**What this task involves**
Could you filter the records below and keep only the lines with the word "shadow"?

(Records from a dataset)
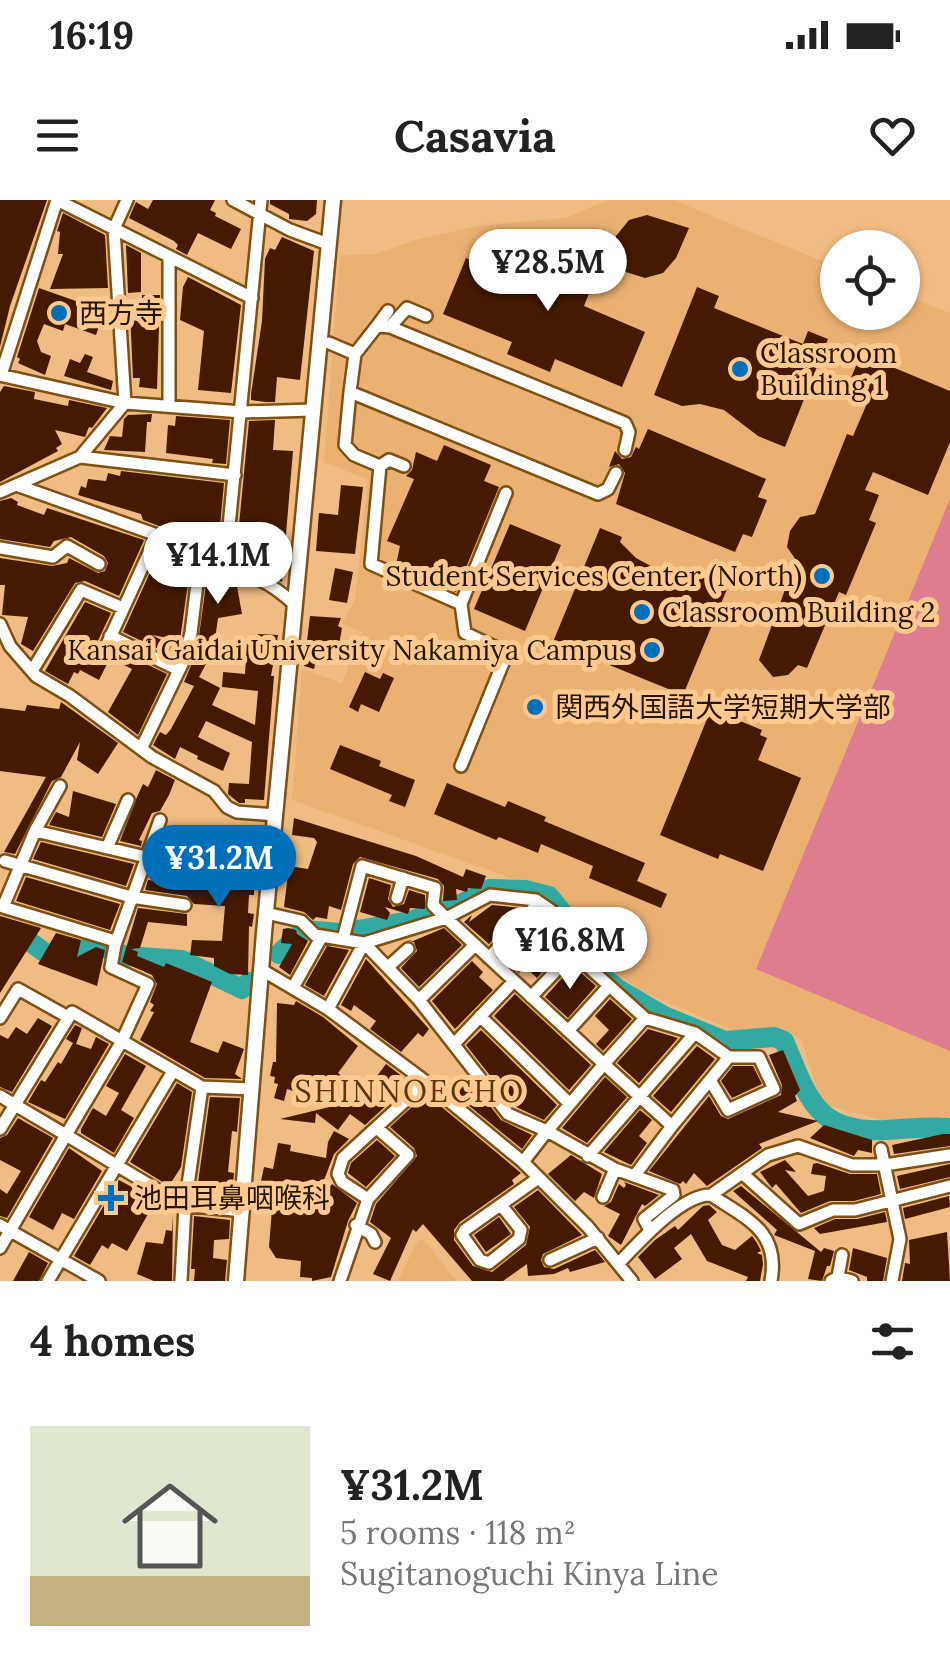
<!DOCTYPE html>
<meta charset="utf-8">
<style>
:root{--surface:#fff;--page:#f6f6f6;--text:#222;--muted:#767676;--line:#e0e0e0;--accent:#006fba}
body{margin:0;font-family:Lora,"Noto Sans JP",serif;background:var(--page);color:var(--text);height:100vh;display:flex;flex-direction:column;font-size:38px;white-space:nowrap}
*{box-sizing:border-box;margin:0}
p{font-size:32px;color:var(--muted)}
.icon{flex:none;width:55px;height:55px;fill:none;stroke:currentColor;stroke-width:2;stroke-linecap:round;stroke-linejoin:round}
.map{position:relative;height:1081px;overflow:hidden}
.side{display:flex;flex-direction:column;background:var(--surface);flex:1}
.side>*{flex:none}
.buttons{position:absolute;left:820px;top:30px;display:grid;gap:20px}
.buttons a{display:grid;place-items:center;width:100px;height:100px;border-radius:50%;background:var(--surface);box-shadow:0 2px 8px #0004;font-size:50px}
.price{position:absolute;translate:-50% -85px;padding:0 22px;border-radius:35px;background:#fff;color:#222;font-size:32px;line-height:65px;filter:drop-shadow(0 2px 5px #0008)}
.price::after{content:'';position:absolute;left:50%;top:60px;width:30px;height:22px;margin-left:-15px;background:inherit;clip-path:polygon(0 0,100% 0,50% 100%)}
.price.selected{background:var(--accent);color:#fff}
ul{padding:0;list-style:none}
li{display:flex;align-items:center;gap:30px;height:250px;padding:0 30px}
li+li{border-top:2px solid var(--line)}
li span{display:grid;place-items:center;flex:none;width:280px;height:200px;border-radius:0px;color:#555}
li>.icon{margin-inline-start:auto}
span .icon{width:120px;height:120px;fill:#fffc;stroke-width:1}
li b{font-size:42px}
h2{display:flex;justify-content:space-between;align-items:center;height:120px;padding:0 30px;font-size:42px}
.status{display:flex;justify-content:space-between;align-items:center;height:70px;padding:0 50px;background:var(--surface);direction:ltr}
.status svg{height:28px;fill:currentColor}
header{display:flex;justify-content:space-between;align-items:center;height:130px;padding:0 30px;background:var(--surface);font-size:45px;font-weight:800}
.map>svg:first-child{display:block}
</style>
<div class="status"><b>16:19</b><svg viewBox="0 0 49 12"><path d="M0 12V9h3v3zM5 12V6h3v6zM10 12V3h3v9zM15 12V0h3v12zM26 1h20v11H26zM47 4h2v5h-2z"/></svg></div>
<header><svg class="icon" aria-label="menu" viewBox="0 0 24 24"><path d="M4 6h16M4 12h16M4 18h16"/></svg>Casavia<svg class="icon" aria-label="heart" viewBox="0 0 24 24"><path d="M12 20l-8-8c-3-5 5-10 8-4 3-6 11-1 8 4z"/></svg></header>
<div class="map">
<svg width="950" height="1081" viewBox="0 0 950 1081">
<rect width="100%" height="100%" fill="#f0bc83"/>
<path fill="#ebb172" d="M608,0H673L837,67L838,112H902L903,94L950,113V916L896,924L822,904L801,839L777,828L732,830L639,790L592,754L581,721L544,690L292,600L302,469L342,483L362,432L342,424L355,400L368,280L324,262L340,55L376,54L419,39L483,25L565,18Z
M422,1038L457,1081H398L414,1047Z"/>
<path fill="#de7d90" d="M950,299V851L756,769Z"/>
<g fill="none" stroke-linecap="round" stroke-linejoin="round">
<path stroke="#32aaa2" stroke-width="20" d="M0,727L22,736L55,760L97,745L126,756L182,760L242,789L249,782
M279,754L304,730L340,733L410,721L459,705L490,689L525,690L549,696L561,711L594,770L618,789L664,816L725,841L774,837L784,841C808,897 815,934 886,930C907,929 929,926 950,928"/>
</g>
<path fill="#461a00" d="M0,0H47L10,106L0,147Z
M153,0H215L210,10L216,13L215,16L241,29L231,49L198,33L187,55L176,49L178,45L174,41L129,18L136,2L148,9Z
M270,0H317L316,14L307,21L289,19V14L270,4Z
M63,13L105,35L108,88L50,89L63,54H58L60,32L57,31Z
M647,15L689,28L676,58L663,73L645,78L626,72L616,55V36L629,20Z
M282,37L314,51L300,180L277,177L275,202H266L251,200V194L262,121L265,59L270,48L275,50Z
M565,41L593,52L598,70L584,106L645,132L622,187L555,159L550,172L507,154L512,142L443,114L466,58L528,84L543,49Z
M126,45L141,53V92L128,93Z
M188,77L241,105L231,193L198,190L204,131L180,120L183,87Z
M697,87L719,96L714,108L803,144L808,131L828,139L785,247L758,236L724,210L700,204L682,206L654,195Z
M39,88L104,111L96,135L65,124L63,131L44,124L37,141L41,152L51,156L45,175L18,163L20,159L17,157Z
M142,95H160L157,189L139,187L140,178H133L130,112L142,111Z
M85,154L93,157L87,172L113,181L111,190L64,176L70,159L80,163Z
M861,154L950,191V242L928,295L873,272L865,290L879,295L869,320L876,323L846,395L839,392L807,468L798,465L788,475L773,477L759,460L796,360L787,347L790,331L800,317L815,314L847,234L853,236L868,201L845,192Z
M4,186L35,192L34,199L68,206L69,200L107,208L92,228L89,227L85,237L55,230L62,244L56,248L58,251L0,282V192Z
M152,214L151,222H147L145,252L104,250L110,236L122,237L124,219L128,215Z
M176,216L230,220L226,264L212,263L213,259L166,253L168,225L175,226Z
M275,220L273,250L293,251L282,382L255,367L235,361L236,348L252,349L254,326L239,325L249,221Z
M648,229L766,279L758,297L767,300L752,337L743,334L735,352L616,304L625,273L619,264L609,267L615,251L622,259L631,257L636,247L639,249Z
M444,245L491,265L484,281L499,287L456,392L396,365L400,346L387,341L414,279L406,276L412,270L416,252L437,261Z
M121,271L224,283L220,326H159L143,320L141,314L78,295L81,286L86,288L88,279L106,281L108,273L120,276Z
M341,285L363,287L355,354L316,351L319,313L338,315Z
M11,298L18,302L17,305L44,315L47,308L144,340L119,396L85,381L75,383L33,451L21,444L28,417L2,415L5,385H0V358L52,366L67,363L69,358L98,373L105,371L108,363L104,356L71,337L54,341L50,347L0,339V301Z
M510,324L561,345L525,431L474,409Z
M600,328L622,337L620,342L636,358L658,370L682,379L706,378L708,373L730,382L683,495L553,442Z
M163,344L218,345L216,358H198L191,362L180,440L152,435L177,448L175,457L123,432Z
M335,368L353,372L347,403L329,400Z
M207,377L236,381L242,414L218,418L214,446L198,443Z
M85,402L111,413L95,447L97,457L109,459L115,449L167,474L138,535L108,512L132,469L110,458L99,480L80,470L78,474L74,472L68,484L45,471Z
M310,416L341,418L338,426L342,428L337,456L319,448L314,469L304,466Z
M258,434L278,435L271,476H274L264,600L245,599V603H239L228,594L229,583L249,584L252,542L206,521L198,537L230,553L223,571L197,559L198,556L180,547L175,559L153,545L160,532L166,535L171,529L194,486L184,482L195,456L207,462L199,477L220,488L212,505L255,525L258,491L222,487L223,472L245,474L247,443L257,444Z
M365,472L380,479L383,473L394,478L379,512L361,504L358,512L349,507Z
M61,502L118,543L98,574L77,560L80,542L61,577L52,581L15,654L4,652L46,577L0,571V508L25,511L27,505L59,509Z
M718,512L762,530L760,535L767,538L758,560L801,578L763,671L720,654L718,659L660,635L709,514L716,517Z
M340,545L381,561L379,566L415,580L405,607L389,601L392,595L330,569Z
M156,570L175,580L169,595L160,611L152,613L139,640L142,641L141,646L120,641L137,597L143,584L148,587Z
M447,583L505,607L508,601L546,617L544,621L645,663L637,681L667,694L661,708L589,678L593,666L541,644L538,653L499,637L496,640L434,614Z
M73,591L116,604L102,637L49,625L56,612L69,617Z
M294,618L416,656L463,677L466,669L486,676L481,689L468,688L467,692L456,689L457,700L443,701L444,686L438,679L360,657L353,664L341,710L329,706L327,719L316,717L313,720L304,712L284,707L289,666L308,669L317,642L314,638L292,635Z
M211,635L229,636L225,682L254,684V695H249L248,713L254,714L252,727L249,726L248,775L230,774L214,766V758L190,755L192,740L222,741L225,706L194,704L187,696L145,690L148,680L200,685V680L208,681Z
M41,642L134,664L126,686L33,659Z
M26,677L120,704L110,730L16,701Z
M369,678L391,685L388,699L393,707L404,704L409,690L425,695V709L410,708L408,714L385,707L390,713L387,720L360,712Z
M492,705L521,708L489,744L464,722L472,715L469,722Z
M138,708L187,714V726L148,722L140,748L131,749L138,752L137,756L164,767L166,763L212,782L190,842L218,853L223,841L244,849L235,874L242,879L205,878L140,840L154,812L150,811L154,805L150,802L157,784L152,775L122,762Z
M0,716L41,728L0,793Z
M545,718L561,750L537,778L525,767L519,773L502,757L536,719L540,723Z
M288,728L296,730L297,734L308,741L290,775L279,767L292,744L281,743L283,729Z
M444,728L462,745L419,787L401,768L417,751L414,742L406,740L413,741Z
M56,733L81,740L77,757L96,747L105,750L97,786L38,764Z
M327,746L349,750L324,796L305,785Z
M366,759L429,829L423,837L418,833L401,852L370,829L376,821L354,805L351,811L341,805Z
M472,761L483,772L479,777L493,790L455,829L432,801Z
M573,766L596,786L568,818L545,797Z
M515,794L591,865L569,890L494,816Z
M610,799L632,819L603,851L596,844L609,830L595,816Z
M296,801L323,817L358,846L338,873L359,889L369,876L374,880L386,864L411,883L365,925L350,914L338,930L316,913L315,923L280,919L342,904L333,901L338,894L332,890L335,886L305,876L300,893L287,889L284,901L274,898L278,884L274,883L275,877L270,876L273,862H276L277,803L294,805Z
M38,818L52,826L12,892L0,887V835L8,839L16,827L27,834Z
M75,825L82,828L76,844L91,849L96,837L109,844L65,919L28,902L41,880L45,882L58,862L61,864L73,843L66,839Z
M648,829L678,838L639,883L617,863Z
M481,830L557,905L544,920L514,906L466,845Z
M697,846L715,859L671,912L653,896Z
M783,850L800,890L795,896L797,901L778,912L818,921L759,944L762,948L707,986L694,973L686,984L683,981L680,984L649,971L709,896L721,916L728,919L781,895L782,885L769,855Z
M125,854L146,866L121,910L134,918L114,953L81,933V929L93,908L106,916L119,893L106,886Z
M733,866H753L762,884L732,898L721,881Z
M605,877L627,897L587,943L562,928Z
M469,879L501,920L532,935L522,949L456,895Z
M177,883L192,892L181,967L169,986L130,962Z
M426,894L521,973L512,980L514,984L460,1022L454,1030V1040L473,1066L492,1072L526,1045L530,1027L514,1007L538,990L582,1035L543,1054L541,1060L544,1067L554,1069L595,1050L605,1062L570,1072L568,1068L554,1074L528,1076L527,1064L503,1081H472L423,1024L416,1032L413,1029L390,1081L373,1074L391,1038L370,1022L376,1004L417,956L414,948L390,927Z
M210,897L240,898L237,932L232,931L228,972L234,973L232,992L197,990Z
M640,910L652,920L639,936L647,943L631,965L604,952Z
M18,918L53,938L7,1018L0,1016V989L7,994L21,971L0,960V938L7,935Z
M824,925L872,940V953L858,950L854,956L810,938Z
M334,931L349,939L334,954L321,988L326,991L332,984L357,1003L348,1021L331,1077L312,1081V1078L300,1077L301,1061L276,1058L269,1047L272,1009L260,1007V986L264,967L273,969L278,943L291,945L290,951L326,958L328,942Z
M943,934H950V946L894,954L892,945Z
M377,940L395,956L366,987L348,973L351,963Z
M69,948L102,971L74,1019L62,1013L53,1030L29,1017Z
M571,955L602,974L594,998L584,992L575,1001L548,974Z
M785,960L796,972L785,970L808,996L824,991L826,976L811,974L813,964L817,963L850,974H877L881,994L854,1001H830L801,1013L776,984L772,988L760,972Z
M950,964V977L900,989L897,976Z
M119,980L156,1000L127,1051L112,1043L108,1049L102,1045L90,1065L74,1056Z
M624,982L659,995L645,1006L642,1004L621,1045L608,1036L620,1014L604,1006L611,1002L619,984L624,988L626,985Z
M741,986L821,1052L824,1048L834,1051L830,1066H827L822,1081L808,1079L815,1051L774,1035L777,1030L733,991Z
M949,996L950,1007L905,1019L903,1008Z
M709,1005L717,1012L708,1020L722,1045L735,1050L752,1036L757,1043L761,1051L757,1053L762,1055L763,1064L760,1081H746L748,1077L707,1061L691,1034L674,1048L682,1059L655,1079L638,1057L655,1040L675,1026L678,1030L703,1006Z
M885,1012L887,1022L820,1034L814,1028L835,1019H857Z
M173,1015L172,1081H154L137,1074L146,1042L163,1044L166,1030L172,1031Z
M194,1016L230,1020L229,1039L214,1040L213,1058L227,1060L225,1081H194L195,1069H191Z
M499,1017L511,1034L486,1052L474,1035Z
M947,1032L950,1081H902L905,1063L910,1064L909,1040Z
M853,1048L887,1058L883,1081H867V1077L849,1070Z
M29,1052L48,1063L39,1081H13Z"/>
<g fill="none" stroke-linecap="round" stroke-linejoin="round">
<defs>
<path id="minor" d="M57,0L252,98
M233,0L290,30L328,44
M169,57V206
M377,126L388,111
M390,127L407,108L426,116
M329,143L355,154
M0,175L125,203L242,212L313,210
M1,175L57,0
M350,192L345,245L354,255L380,266L371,364L461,404L465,433L507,453L461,566
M80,257L235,275
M380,266L389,260L404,266
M616,273L608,289L598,294L350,192L355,154L377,126L390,127L625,223L629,232L625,250
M19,286L157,335L228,336
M0,292L80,257L125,203L114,29L127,0
M0,348L53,357L67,346L99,364
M225,367L261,0
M461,404L506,293
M0,424L10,446L36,476L70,496L152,557L214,591L227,607L237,612L275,615
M110,436L179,470
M104,451L157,335
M32,471L81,390L123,408
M141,549L184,460L191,433L199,367C238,367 267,378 295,405
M60,586L35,631L3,707L115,741
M35,631L146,657
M107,648L128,600
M5,661L131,697L185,705
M397,698L403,678
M266,713L301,721L315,735L364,743L419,800L508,914L547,931L523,962
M343,739L362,666L435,688L433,705L444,716L604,864L547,931L615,969L673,990L674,995L644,1019L650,1030
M489,758L539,702
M388,767L408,749
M262,770L328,809L426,882L523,962L588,1027L632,1081
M294,786L322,736
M531,797L573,753
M419,800L475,745
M328,809L364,743L446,718L490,695L536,700L552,711L573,753L645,818L695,833L729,857L672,926
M480,816L570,904
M0,818L18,789L68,817
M568,831L608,787
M454,844L514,781
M710,880L728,910L774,889L759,857H729
M0,896L66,935L122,841L148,784L111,767L115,745L160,620
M0,929L72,812L202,887L252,889
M881,949L900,1039L892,1081
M588,956L695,833
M743,974L799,1024L833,1010H855L950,986
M635,975L672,926L604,864L645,818
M711,995C747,1019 780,1031 771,1081
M603,997L615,969
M368,999L408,955L377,928
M501,1005L521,1030L519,1039L489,1063L480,1060L462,1035L465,1030L537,979
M0,1025L99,1081
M356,1025L371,1034L375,1042
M0,1048L66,935L183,1005L243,1011
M550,1060L598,1038
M619,1063C639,1042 682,994 711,995L768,955L798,946L852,965H885L950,955
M838,1077L842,1055
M48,1081L173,871
M181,1081L185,1006L202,887
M340,1081L368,999L342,982L338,974L343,958L426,882
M831,1081L838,1077L852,1081"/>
<path id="major" d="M236,1081L264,733L333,0"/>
</defs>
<use href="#minor" stroke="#7e5012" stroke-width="16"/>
<use href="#major" stroke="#7e5012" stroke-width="19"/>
<use href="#minor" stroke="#fff" stroke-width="11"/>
<use href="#major" stroke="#fff" stroke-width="14"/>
</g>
<g fill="#006fba" stroke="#fec98f" stroke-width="4">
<circle cx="59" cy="113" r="10"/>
<circle cx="740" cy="169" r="10"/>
<circle cx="822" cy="376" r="10"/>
<circle cx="642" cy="412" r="10"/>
<circle cx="652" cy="450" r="10"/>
<circle cx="535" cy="507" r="10"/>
<path d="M106 983h10v10h10v10h-10v10h-10v-10h-10v-10h10z"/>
</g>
<g text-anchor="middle" stroke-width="10" stroke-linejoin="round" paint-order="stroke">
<g font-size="28" fill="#281500" stroke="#fec98f" text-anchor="start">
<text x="79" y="123">西方寺</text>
<text x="760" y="163">Classroom<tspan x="760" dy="32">Building 1</tspan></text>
<text x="802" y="386" text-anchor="end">Student Services Center (North)</text>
<text x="662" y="422">Classroom Building 2</text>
<text x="632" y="460" text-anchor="end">Kansai Gaidai University Nakamiya Campus</text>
<text x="555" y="517">関西外国語大学短期大学部</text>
<text x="134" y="1008">池田耳鼻咽喉科</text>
</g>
<g font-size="30" letter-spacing="2.5" fill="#593606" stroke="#fec98f">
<text x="410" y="902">SHINNOECHO</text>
</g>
</g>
</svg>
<div class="buttons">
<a><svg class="icon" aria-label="locate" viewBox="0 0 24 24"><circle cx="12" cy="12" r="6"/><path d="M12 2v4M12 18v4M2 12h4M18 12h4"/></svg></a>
</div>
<b class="price" style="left:548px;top:114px">¥28.5M</b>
<b class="price" style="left:218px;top:407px">¥14.1M</b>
<b class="price selected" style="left:219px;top:710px">¥31.2M</b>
<b class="price" style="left:570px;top:792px">¥16.8M</b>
</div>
<section class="side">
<h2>4 homes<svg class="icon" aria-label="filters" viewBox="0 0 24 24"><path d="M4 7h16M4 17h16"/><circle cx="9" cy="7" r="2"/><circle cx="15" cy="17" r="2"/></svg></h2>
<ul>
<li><span style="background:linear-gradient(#dfe7d0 75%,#c2b280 0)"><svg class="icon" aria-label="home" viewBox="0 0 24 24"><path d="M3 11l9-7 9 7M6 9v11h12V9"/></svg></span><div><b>¥31.2M</b><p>5 rooms · 118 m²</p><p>Sugitanoguchi Kinya Line</p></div></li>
</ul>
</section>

**Result of the task**
.buttons a{display:grid;place-items:center;width:100px;height:100px;border-radius:50%;background:var(--surface);box-shadow:0 2px 8px #0004;font-size:50px}
.price{position:absolute;translate:-50% -85px;padding:0 22px;border-radius:35px;background:#fff;color:#222;font-size:32px;line-height:65px;filter:drop-shadow(0 2px 5px #0008)}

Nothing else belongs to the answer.